Cat-sitting has messed with my mind

Despite the animal treating me with disdain I decided to suck up the contempt and commit myself to the idea of Service.

By Nicholas Lezard

I had a lovely time cat-sitting in the countryside, apart from one evening. I was relaxing on the sofa in front of the fire – two desirable things my own place lacks – when the cat walked past me and asked, in his way, to be let out. (A cat is also a desirable thing I do not have.) This was fine: a very large part of my job, if not my entire job, is to attend to the cat’s wishes. Even if this cat is treating me with even more than his usual disdain. It is like being Stevens, the butler in The Remains of the Day: one simply sucks up the contempt and commits oneself to the idea of Service.

There is no cat flap in the house, and I do not leave the kitchen door open because there is a local dog who comes in to eat the cat’s food otherwise. So after trying for a while to concentrate both on the fire and the telly (another thing I don’t have), I went into the kitchen for a light snack and to see if the cat wanted to be let in. He did. Again: this is fine. The cat can go Awol for anxiety-making stretches of time. He’s getting on a bit, and I fear that something bad will happen to him on one of his nocturnal vole-murdering missions.

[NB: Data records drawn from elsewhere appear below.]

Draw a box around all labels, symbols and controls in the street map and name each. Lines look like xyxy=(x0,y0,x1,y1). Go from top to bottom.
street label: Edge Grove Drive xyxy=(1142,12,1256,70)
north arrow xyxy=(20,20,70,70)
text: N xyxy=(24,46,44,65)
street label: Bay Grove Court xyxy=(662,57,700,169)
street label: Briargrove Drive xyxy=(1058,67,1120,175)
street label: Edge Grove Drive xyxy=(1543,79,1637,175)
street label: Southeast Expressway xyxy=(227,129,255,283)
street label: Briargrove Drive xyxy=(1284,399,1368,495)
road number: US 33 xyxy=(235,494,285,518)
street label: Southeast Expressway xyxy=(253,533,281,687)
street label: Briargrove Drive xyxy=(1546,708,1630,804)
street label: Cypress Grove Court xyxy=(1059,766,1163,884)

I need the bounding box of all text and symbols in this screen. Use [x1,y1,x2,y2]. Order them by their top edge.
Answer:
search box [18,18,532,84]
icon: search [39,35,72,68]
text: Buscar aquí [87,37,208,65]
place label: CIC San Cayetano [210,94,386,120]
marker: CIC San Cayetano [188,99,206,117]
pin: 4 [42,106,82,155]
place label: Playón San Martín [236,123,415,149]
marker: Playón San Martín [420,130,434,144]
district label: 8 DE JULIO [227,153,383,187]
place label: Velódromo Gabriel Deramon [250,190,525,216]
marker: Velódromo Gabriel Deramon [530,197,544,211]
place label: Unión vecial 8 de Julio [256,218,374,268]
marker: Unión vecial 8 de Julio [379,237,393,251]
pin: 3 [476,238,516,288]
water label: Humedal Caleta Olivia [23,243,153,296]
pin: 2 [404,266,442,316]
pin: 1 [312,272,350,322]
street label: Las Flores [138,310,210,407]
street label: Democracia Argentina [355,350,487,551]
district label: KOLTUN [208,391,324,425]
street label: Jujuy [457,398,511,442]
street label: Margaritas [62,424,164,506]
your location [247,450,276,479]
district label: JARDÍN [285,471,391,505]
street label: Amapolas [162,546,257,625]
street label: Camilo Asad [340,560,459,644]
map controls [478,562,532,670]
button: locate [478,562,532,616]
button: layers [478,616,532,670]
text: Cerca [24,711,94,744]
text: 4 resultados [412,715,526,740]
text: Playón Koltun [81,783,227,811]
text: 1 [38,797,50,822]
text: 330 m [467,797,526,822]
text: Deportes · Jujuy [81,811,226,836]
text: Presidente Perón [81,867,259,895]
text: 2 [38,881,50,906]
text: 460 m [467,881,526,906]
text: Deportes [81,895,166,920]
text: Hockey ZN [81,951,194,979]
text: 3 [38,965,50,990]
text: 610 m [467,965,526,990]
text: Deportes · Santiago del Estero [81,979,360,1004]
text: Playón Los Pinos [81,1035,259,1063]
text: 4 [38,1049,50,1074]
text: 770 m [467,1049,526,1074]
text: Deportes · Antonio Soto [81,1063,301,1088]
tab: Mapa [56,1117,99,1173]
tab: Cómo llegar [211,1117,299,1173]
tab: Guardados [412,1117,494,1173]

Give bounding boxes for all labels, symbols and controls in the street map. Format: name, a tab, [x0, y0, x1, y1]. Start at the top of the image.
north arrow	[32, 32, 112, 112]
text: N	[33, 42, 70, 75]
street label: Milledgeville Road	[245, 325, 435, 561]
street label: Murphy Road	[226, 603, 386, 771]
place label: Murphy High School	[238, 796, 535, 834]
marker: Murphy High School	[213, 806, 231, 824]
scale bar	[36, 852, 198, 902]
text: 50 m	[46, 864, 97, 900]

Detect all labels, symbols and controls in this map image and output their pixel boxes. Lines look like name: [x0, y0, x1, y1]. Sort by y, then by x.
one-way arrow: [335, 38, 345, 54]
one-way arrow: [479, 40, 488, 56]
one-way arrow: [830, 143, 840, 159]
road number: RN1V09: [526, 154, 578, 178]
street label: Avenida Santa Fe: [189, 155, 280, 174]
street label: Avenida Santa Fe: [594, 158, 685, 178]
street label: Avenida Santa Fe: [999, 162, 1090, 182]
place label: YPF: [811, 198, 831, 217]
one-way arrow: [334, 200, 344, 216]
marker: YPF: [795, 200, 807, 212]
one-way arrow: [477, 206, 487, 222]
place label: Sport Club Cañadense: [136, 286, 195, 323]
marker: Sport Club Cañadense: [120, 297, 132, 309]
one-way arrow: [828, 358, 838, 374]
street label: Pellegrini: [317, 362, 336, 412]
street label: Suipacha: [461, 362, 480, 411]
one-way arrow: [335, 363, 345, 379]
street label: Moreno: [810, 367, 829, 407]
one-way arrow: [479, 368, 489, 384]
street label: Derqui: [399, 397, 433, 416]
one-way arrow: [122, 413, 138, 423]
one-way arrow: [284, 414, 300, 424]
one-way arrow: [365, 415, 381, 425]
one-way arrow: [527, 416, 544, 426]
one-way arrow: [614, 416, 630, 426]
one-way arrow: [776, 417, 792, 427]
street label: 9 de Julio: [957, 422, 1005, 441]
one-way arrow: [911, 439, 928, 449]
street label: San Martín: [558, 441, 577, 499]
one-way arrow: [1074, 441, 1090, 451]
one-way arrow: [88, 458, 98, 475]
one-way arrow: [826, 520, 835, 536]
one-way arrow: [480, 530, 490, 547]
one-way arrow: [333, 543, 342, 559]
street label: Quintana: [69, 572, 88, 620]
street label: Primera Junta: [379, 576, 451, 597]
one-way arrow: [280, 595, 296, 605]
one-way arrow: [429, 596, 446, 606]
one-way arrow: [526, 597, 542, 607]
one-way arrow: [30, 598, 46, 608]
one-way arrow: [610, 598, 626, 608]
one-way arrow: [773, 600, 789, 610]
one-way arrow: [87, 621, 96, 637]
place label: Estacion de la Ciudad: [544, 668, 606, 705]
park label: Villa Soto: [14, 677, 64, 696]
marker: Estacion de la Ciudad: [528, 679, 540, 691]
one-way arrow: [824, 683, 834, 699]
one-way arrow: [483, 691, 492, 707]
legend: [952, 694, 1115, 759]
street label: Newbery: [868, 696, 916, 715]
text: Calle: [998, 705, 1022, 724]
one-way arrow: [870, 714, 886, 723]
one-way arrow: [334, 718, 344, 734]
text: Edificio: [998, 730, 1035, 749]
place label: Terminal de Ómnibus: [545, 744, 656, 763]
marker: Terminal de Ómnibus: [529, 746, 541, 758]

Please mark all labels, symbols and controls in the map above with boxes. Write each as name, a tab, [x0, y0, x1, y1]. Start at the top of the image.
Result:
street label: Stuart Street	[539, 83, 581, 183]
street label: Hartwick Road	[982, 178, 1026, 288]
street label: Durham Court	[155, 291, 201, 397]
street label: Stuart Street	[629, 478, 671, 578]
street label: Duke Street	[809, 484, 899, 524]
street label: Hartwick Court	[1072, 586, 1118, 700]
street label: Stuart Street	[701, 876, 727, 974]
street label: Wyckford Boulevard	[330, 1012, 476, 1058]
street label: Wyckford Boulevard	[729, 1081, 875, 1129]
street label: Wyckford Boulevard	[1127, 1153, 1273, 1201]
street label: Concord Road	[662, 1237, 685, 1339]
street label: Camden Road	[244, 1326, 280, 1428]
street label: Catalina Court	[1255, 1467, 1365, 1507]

Back to the telly. I was catching up on the second season of Slow Horses and it was taking up a considerable amount of mental bandwidth, even though I’d read the book it was based on. Then the cat asked to be let out again. This, too, was fine. You can pause the teev these days (teev: Australian slang for TV) and after all, I really, really like cats.

The cycle of Letting the Cat In and Out continued. The problem started when I noticed that the number of times the cat was asking to be let out stopped matching up with the number of times he was asking to be let in. I’d settle down after letting him out, and then minutes later he’d stroll past me and ask to be let out again. This began to get a little unnerving.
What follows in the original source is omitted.